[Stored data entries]
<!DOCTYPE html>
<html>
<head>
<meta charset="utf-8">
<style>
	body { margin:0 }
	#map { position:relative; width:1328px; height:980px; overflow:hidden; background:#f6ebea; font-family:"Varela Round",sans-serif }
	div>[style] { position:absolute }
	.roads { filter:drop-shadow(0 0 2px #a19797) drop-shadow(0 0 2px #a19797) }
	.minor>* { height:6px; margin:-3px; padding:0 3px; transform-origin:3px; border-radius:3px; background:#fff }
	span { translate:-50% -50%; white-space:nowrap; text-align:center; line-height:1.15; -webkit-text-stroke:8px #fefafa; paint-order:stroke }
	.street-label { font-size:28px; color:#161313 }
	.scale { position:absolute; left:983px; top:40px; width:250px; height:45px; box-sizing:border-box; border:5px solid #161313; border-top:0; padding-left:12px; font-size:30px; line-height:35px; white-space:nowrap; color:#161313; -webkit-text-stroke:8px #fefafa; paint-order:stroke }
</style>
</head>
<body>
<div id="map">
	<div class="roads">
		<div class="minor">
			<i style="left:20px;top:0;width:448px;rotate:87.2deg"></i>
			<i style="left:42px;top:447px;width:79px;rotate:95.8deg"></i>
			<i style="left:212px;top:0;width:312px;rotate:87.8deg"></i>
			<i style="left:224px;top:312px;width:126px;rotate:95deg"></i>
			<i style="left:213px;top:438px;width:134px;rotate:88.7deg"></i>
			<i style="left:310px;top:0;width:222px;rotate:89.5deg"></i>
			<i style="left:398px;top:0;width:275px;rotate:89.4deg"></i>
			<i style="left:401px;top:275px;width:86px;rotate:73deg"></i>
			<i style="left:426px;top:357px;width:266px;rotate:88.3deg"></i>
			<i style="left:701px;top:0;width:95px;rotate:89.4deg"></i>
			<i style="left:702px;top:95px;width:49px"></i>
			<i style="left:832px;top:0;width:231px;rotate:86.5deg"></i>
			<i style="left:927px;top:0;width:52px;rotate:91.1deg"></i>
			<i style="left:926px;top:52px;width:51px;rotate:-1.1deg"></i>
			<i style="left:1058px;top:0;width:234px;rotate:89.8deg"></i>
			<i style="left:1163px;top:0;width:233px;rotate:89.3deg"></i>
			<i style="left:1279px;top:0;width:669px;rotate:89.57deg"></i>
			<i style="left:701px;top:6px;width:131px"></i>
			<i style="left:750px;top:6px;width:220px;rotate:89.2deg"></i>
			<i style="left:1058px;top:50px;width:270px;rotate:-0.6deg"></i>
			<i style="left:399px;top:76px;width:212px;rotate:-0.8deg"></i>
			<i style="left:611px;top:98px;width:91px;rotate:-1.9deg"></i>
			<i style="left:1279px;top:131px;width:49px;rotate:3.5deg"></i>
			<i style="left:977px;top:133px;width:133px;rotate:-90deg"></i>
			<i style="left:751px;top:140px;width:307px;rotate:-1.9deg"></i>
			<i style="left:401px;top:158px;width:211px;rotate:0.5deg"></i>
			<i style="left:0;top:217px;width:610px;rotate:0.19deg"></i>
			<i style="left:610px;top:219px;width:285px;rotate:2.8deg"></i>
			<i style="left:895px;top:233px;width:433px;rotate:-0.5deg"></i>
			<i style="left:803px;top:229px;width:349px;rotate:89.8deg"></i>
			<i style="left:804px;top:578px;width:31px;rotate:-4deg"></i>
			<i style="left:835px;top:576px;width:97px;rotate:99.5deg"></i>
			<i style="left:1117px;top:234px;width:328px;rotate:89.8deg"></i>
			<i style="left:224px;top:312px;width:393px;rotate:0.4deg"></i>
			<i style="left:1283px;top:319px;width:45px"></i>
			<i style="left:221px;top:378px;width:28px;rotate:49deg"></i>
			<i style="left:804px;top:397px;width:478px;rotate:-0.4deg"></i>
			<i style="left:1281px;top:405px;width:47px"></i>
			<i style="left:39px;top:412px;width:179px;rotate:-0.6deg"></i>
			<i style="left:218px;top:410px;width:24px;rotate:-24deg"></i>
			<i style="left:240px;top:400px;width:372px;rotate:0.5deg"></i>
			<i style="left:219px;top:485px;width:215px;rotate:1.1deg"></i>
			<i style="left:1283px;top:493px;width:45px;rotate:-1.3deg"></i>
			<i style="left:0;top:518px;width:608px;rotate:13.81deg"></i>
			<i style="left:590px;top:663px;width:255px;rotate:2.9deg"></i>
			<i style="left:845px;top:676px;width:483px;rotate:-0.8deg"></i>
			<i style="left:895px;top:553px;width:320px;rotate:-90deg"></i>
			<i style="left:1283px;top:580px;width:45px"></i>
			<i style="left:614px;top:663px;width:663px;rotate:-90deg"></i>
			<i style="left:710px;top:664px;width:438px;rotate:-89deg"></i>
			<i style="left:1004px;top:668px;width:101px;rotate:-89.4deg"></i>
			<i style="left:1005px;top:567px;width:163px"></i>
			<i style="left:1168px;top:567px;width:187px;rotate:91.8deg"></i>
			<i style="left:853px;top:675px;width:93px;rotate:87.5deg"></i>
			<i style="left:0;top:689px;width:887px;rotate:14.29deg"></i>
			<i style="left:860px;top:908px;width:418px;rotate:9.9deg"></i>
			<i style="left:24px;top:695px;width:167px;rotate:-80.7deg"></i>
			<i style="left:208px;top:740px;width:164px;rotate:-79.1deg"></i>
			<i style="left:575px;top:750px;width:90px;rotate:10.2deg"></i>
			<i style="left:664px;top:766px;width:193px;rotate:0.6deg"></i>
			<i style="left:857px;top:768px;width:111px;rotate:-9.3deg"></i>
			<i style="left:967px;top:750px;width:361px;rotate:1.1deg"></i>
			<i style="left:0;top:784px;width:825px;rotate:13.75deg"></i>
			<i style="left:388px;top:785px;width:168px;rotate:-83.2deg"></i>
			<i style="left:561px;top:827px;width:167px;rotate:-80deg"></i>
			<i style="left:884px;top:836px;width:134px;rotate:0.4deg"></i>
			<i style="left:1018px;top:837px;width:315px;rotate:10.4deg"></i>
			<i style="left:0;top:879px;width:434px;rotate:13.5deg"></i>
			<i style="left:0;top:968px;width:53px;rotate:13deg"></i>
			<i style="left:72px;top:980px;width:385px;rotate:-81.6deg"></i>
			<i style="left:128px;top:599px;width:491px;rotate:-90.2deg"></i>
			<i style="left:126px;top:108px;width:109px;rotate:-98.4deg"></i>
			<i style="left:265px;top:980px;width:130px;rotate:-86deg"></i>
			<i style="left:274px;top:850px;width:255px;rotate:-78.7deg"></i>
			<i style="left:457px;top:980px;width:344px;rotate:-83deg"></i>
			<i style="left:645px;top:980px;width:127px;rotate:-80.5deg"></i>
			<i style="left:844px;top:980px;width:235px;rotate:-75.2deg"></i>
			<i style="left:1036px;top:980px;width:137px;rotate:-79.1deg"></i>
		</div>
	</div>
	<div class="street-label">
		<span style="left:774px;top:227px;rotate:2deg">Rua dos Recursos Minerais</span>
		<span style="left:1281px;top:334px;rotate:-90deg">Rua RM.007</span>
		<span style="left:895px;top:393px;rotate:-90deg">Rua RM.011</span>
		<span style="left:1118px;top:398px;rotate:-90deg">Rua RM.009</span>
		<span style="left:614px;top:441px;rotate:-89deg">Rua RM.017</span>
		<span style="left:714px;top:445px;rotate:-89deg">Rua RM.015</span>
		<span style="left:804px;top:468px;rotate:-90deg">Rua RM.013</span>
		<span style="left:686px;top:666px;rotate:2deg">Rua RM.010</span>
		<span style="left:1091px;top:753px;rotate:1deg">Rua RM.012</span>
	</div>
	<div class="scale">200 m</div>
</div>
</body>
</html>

#### WHAT NEEDS TO BE DONE
Exact reproduction is required: output the lines from the start of the entries above through the line with "translate:-50% -50%; white-space:nowrap;".

#### OUTPUT OF THE TASK
<!DOCTYPE html>
<html>
<head>
<meta charset="utf-8">
<style>
	body { margin:0 }
	#map { position:relative; width:1328px; height:980px; overflow:hidden; background:#f6ebea; font-family:"Varela Round",sans-serif }
	div>[style] { position:absolute }
	.roads { filter:drop-shadow(0 0 2px #a19797) drop-shadow(0 0 2px #a19797) }
	.minor>* { height:6px; margin:-3px; padding:0 3px; transform-origin:3px; border-radius:3px; background:#fff }
	span { translate:-50% -50%; white-space:nowrap; text-align:center; line-height:1.15; -webkit-text-stroke:8px #fefafa; paint-order:stroke }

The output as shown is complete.